> Assigned task
Every line below between the line holding "function fill(path, color)" and the line holding "c.font = font", inclusive, should be repeated exactly, and all other lines omitted.

> Collected data
>>>
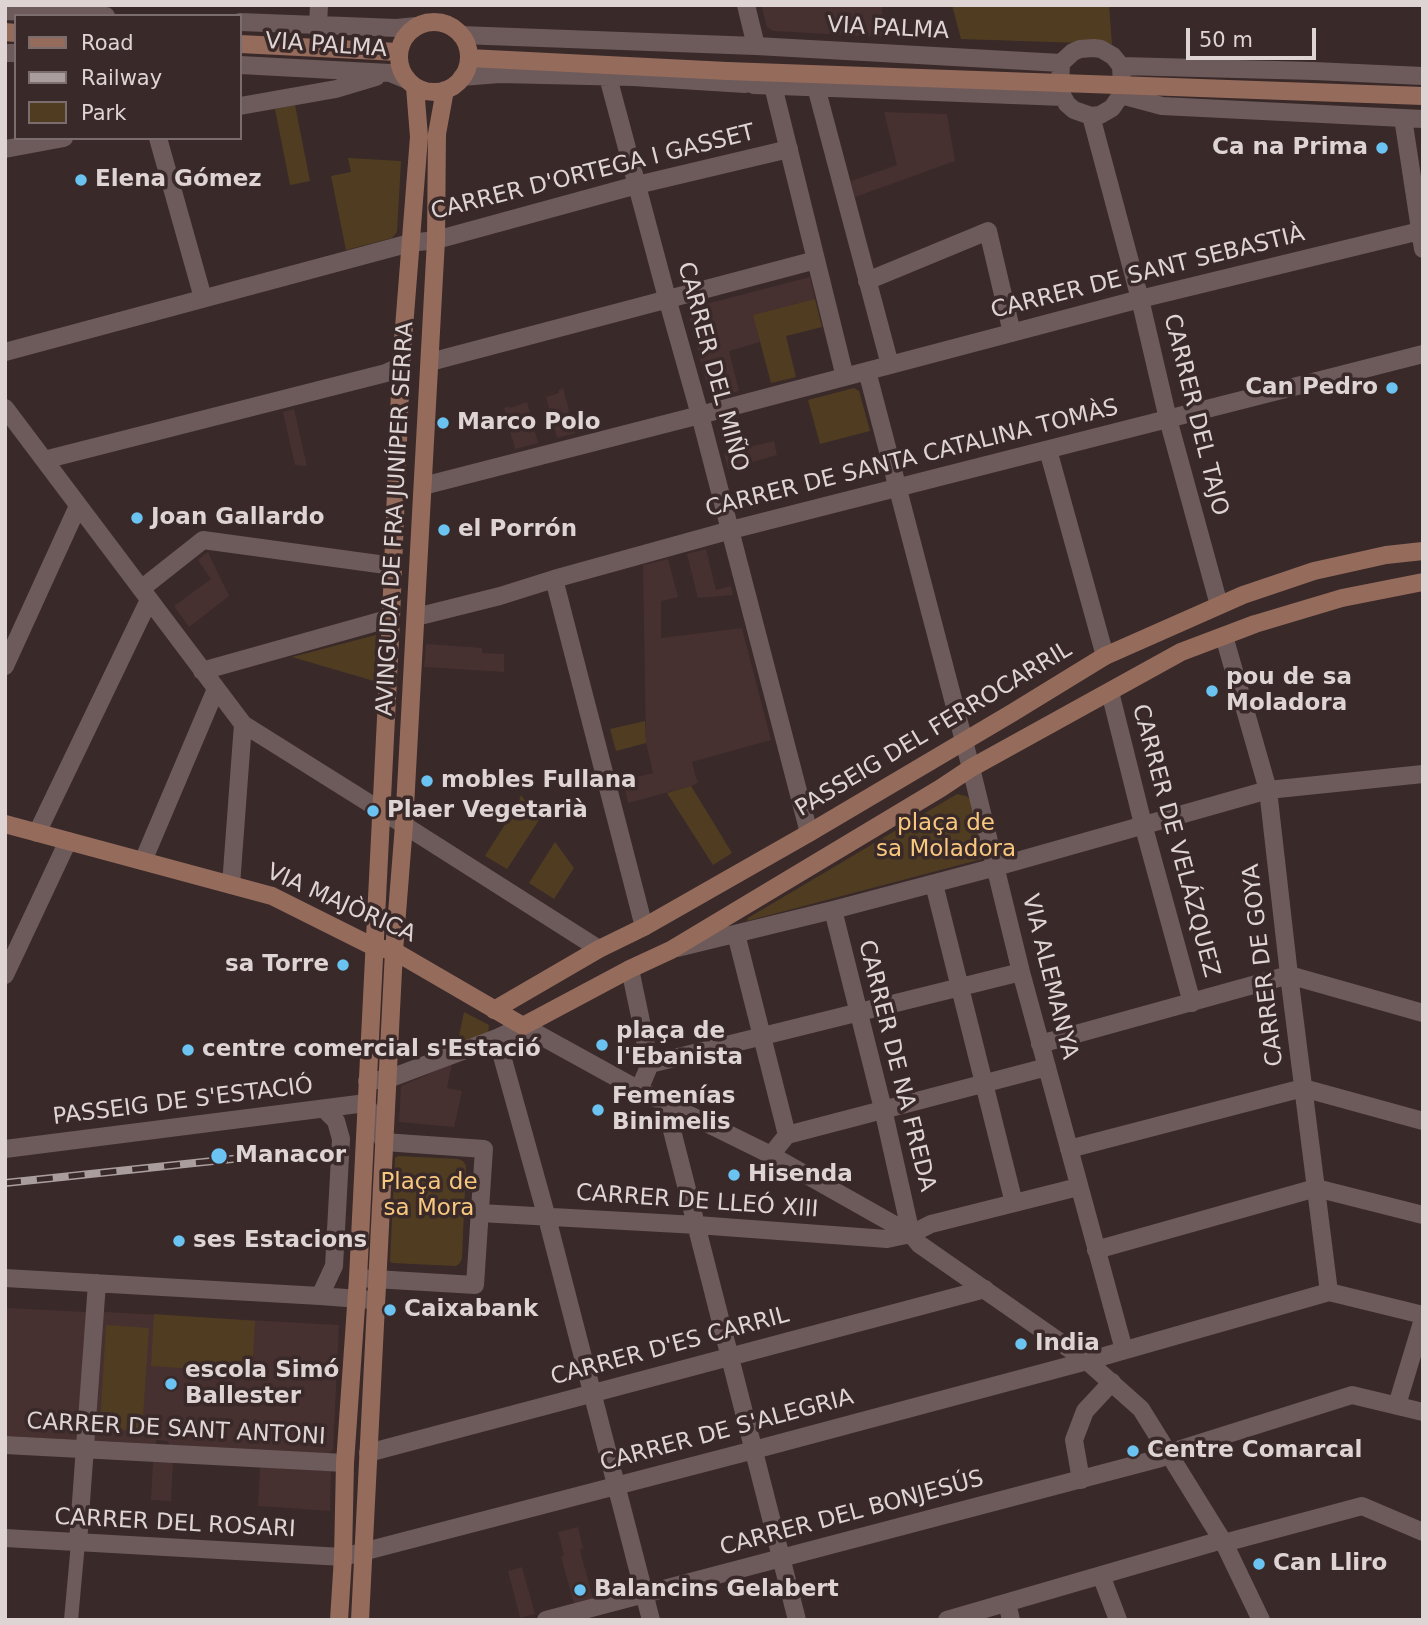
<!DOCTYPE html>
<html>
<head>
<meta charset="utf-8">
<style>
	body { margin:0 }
	#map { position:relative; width:1428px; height:1625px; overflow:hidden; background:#392929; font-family:"DejaVu Sans",sans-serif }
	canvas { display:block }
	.frame { position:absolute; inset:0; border:7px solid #dfd4d4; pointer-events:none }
	.legend { position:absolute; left:14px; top:14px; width:228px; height:126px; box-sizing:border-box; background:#392929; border:2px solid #7b6d6d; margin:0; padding:9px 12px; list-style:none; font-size:21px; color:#dfd4d4 }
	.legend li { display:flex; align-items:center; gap:14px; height:35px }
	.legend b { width:35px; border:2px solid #7b6d6d }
	.scale { position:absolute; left:1186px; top:28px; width:130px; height:32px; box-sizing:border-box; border:4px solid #dfd4d4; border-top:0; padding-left:9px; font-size:21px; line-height:24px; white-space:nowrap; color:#dfd4d4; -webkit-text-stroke:5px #392929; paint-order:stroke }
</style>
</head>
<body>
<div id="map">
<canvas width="1428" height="1625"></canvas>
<div class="frame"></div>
<ul class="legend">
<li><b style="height:9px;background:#956b5c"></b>Road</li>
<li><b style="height:9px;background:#a99d9d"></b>Railway</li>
<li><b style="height:19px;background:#503d21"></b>Park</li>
</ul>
<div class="scale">50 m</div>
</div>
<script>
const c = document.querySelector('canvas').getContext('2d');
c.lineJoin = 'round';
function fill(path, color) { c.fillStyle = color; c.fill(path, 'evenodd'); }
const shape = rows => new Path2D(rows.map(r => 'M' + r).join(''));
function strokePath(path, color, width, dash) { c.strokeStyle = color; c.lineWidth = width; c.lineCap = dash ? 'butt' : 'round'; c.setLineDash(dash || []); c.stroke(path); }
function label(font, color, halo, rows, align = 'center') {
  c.font = font + ' "DejaVu Sans",sans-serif'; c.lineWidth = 7; c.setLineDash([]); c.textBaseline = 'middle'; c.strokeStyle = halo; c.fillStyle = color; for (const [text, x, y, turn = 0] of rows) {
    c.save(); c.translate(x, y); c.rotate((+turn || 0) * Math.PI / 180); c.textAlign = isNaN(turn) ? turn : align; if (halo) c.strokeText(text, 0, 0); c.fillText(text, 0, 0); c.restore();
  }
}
fill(shape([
	[761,5,882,5,882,37,773,31,767,27],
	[884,112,947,114,955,161,855,197,851,181,897,165],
	[810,277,815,299,754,315,760,342,729,351,739,391,715,397,709,393,687,309],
	[563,388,575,433,557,438,546,397,559,393,559,390],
	[527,402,538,443,515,449,504,408,509,406,510,408],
	[294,409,299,431,307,466,295,465,283,412],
	[774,441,777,455,728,469,724,453],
	[706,549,716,590,731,586,733,595,698,598,687,554],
	[208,552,229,596,189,627,174,606,211,579,198,560],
	[668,559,678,597,661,601,661,638,742,628,771,740,692,762,696,778,699,782,691,786,628,803,623,780,653,773,646,743,643,565],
	[426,644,482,648,482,653,504,654,504,672,424,667],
	[452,1064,447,1088,462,1091,454,1127,399,1122,401,1086],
	[6,1308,87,1312,106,1312,339,1325,333,1450,327,1455,169,1445,168,1441,156,1440,156,1444,5,1436],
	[153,1461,173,1462,171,1501,151,1500],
	[260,1467,331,1471,330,1511,258,1506],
	[578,1527,583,1548,580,1550,593,1599,574,1604,561,1557,564,1555,558,1532],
	[522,1567,535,1614,520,1618,508,1571]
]), '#473030');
fill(shape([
	[952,5,1109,5,1112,44,961,39],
	[295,105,310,181,290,185,275,109],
	[348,158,401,161,397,232,392,238,346,250,331,176,351,172],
	[815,299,822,327,786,336,796,377,771,383,753,315],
	[854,388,859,391,870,431,820,444,808,400],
	[376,635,374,681,292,657],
	[645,721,646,743,616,751,610,729],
	[691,786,732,853,713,865,667,793],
	[957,794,966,796,970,799,985,853,982,859,747,921,748,918],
	[521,795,539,820,507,869,485,856,518,804],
	[555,842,574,868,554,899,529,883],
	[464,1012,489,1025,488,1033,457,1046],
	[398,1156,458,1159,463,1161,466,1166,462,1258,460,1263,456,1266,392,1263,390,1261,395,1158],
	[154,1314,255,1321,252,1373,151,1366],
	[106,1325,149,1328,142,1431,100,1428]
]), '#503d21');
strokePath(shape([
	[71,1620,78,1543]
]), '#6d5a5a', 14);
strokePath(shape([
	[5,11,106,16],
	[240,22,397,28,416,26],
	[318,25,319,5],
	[461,35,756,46,1061,63],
	[1094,48,1101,49,1113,56,1121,66,1122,86,1121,95,1112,108,1100,115,1091,116,1074,110,1067,104,1063,97,1060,87,1061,63,1073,52,1080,49,1094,48],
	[5,53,16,53],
	[240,65,390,73,407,80],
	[1121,66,1314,71,1423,76],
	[727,71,754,85,1063,97],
	[462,77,499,74,633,77,745,84],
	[608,77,667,298,700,415,809,833],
	[773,86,845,377],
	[1121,95,1162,106,1423,119],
	[240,106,336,89,376,77],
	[1091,116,1140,299,1168,419,1219,605],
	[1403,118,1423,249],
	[158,138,203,298],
	[5,149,64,138],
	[867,281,988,231,1012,333],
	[5,352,410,243,436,240,637,185,789,149],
	[430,362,816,260],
	[890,365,1140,299,1420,231],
	[867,371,971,768,1021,972,1124,1350],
	[5,408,243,724,404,825,599,949],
	[1048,450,1105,656],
	[44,460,386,373,401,366],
	[423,486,700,415,890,365,816,87],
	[554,579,644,927],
	[141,589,203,540,393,566],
	[416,617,500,596,554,579,731,530,1423,354],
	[1224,636,1268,790,1289,975,1329,1292],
	[5,666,78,506],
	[202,671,391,618],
	[1110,692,1143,824,1192,1003],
	[37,833,149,600],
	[143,861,216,689],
	[934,884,1014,1203],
	[231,885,243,724],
	[833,910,883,1109,911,1234],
	[736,934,787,1135],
	[677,948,833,910,996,867,1268,790,1423,774],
	[630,969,650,1064,639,1090],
	[5,975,68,841],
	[497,1038,547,1218,651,1620],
	[1040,1044,1289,975,1423,1013],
	[650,1064,1021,972],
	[367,1081,388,1079,497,1038,523,1026,639,1090,771,1155,911,1234,919,1244,1087,1361,1141,1409,1224,1543,1261,1620],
	[665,1103,797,1620],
	[5,1149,366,1103,384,1142,484,1149,475,1285,358,1278],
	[1069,1149,1303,1088,1423,1121],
	[771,1155,787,1135,1047,1067],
	[480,1213,697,1225,887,1239,911,1234,931,1224,1078,1187],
	[1096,1250,1316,1188,1423,1215],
	[5,1278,320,1296,372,1300],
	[320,1296,334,1266,341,1139,336,1121,324,1109],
	[1397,1405,1423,1319],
	[5,1445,345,1463],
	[368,1453,985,1289],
	[1081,1480,1074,1440,1085,1411,1112,1382],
	[5,1538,343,1557,754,1450,1087,1361,1329,1292,1423,1315],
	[78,1543,97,1283],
	[1224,1543,1362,1506,1423,1532],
	[1101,1575,1118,1620],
	[1007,1603,1011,1620],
	[546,1620,1161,1458,1168,1453,1352,1395,1423,1412],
	[947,1620,1222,1540]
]), '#6d5a5a', 18);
strokePath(shape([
	[746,5,756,46]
]), '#6d5a5a', 18);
strokePath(shape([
	'399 57a35 35 0 1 1 70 0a35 35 0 1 1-70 0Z',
	[5,32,16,33],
	[240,44,398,52],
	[469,58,727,71,1423,96],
	[5,824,272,896,374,947,394,951,523,1026,630,969,671,950,941,788,971,768,1181,652,1255,624,1342,598,1423,582],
	[494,1010,599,949,644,927,809,833,1012,713,1105,656,1243,595,1314,571,1386,555,1423,551],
	[339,1620,343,1557,345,1463,358,1278,391,618,401,366,419,137,415,87],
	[360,1620,394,951,404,825,436,240,437,134,445,90]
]), '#956b5c', 18);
const rail = shape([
	[5,1183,289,1153]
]);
strokePath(rail, '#a99d9d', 8);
strokePath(rail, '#392929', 5, [16]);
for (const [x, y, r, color] of [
	[1382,148,7,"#6ac3f1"],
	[81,180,7,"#6ac3f1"],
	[1392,388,7,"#6ac3f1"],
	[443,423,7,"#6ac3f1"],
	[137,518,7,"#6ac3f1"],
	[444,530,7,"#6ac3f1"],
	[1212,691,7,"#6ac3f1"],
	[427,781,7,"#6ac3f1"],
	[373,811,7,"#6ac3f1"],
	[343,965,7,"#6ac3f1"],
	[602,1045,7,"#6ac3f1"],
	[188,1050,7,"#6ac3f1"],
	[598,1110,7,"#6ac3f1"],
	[219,1156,9,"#6ac3f1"],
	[734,1175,7,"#6ac3f1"],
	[179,1241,7,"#6ac3f1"],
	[390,1310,7,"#6ac3f1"],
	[1021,1344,7,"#6ac3f1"],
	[171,1384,7,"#6ac3f1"],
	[1133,1451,7,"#6ac3f1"],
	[1259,1564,7,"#6ac3f1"],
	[580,1590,7,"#6ac3f1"]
]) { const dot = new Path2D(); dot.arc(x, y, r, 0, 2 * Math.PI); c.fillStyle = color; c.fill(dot); strokePath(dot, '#392929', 2.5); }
label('23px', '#dfd4d4', '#392929', [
	["VIA PALMA",888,29,3],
	["VIA PALMA",326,46,4],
	["CARRER D'ORTEGA I GASSET",593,173,-14],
	["CARRER DE SANT SEBASTIÀ",1148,273,-14],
	["CARRER DEL MIÑO",712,367,75],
	["CARRER DEL TAJO",1195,415,76],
	["CARRER DE SANTA CATALINA TOMÀS",912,459,-14],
	["AVINGUDA DE FRA JUNÍPER SERRA",396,519,-87],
	["PASSEIG DEL FERROCARRIL",934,730,-31],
	["CARRER DE VELÁZQUEZ",1175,841,75],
	["VIA MAJÒRICA",341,904,24],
	["CARRER DE GOYA",1264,965,-97],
	["VIA ALEMANYA",1049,977,76],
	["CARRER DE NA FREDA",896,1066,76],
	["PASSEIG DE S'ESTACIÓ",183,1102,-7],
	["CARRER DE LLEÓ XIII",697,1202,4],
	["CARRER D'ES CARRIL",670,1347,-15],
	["CARRER DE SANT ANTONI",176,1430,3],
	["CARRER DE S'ALEGRIA",727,1431,-15],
	["CARRER DEL BONJESÚS",852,1514,-15],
	["CARRER DEL ROSARI",175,1524,3]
]);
label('bold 23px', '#dfd4d4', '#392929', [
	["Ca na Prima",1368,148,"right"],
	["Elena Gómez",95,180],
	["Can Pedro",1378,388,"right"],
	["Marco Polo",457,423],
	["Joan Gallardo",151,518],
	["el Porrón",458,530],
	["pou de sa",1226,678],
	["Moladora",1226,704],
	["mobles Fullana",441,781],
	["Plaer Vegetarià",387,811],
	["sa Torre",329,965,"right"],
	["plaça de",616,1032],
	["l'Ebanista",616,1058],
	["centre comercial s'Estació",202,1050],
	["Femenías",612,1097],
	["Binimelis",612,1123],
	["Manacor",235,1156],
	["Hisenda",748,1175],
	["ses Estacions",193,1241],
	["Caixabank",404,1310],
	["India",1035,1344],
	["escola Simó",185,1371],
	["Ballester",185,1397],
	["Centre Comarcal",1147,1451],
	["Can Lliro",1273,1564],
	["Balancins Gelabert",594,1590]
], 'left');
label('23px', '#f8c87f', '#392929', [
	["plaça de",946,824],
	["sa Moladora",946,850],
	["Plaça de",429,1183],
	["sa Mora",429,1209]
]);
</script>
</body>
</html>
<<<
> Solution for this problem
function fill(path, color) { c.fillStyle = color; c.fill(path, 'evenodd'); }
const shape = rows => new Path2D(rows.map(r => 'M' + r).join(''));
function strokePath(path, color, width, dash) { c.strokeStyle = color; c.lineWidth = width; c.lineCap = dash ? 'butt' : 'round'; c.setLineDash(dash || []); c.stroke(path); }
function label(font, color, halo, rows, align = 'center') {
  c.font = font + ' "DejaVu Sans",sans-serif'; c.lineWidth = 7; c.setLineDash([]); c.textBaseline = 'middle'; c.strokeStyle = halo; c.fillStyle = color; for (const [text, x, y, turn = 0] of rows) {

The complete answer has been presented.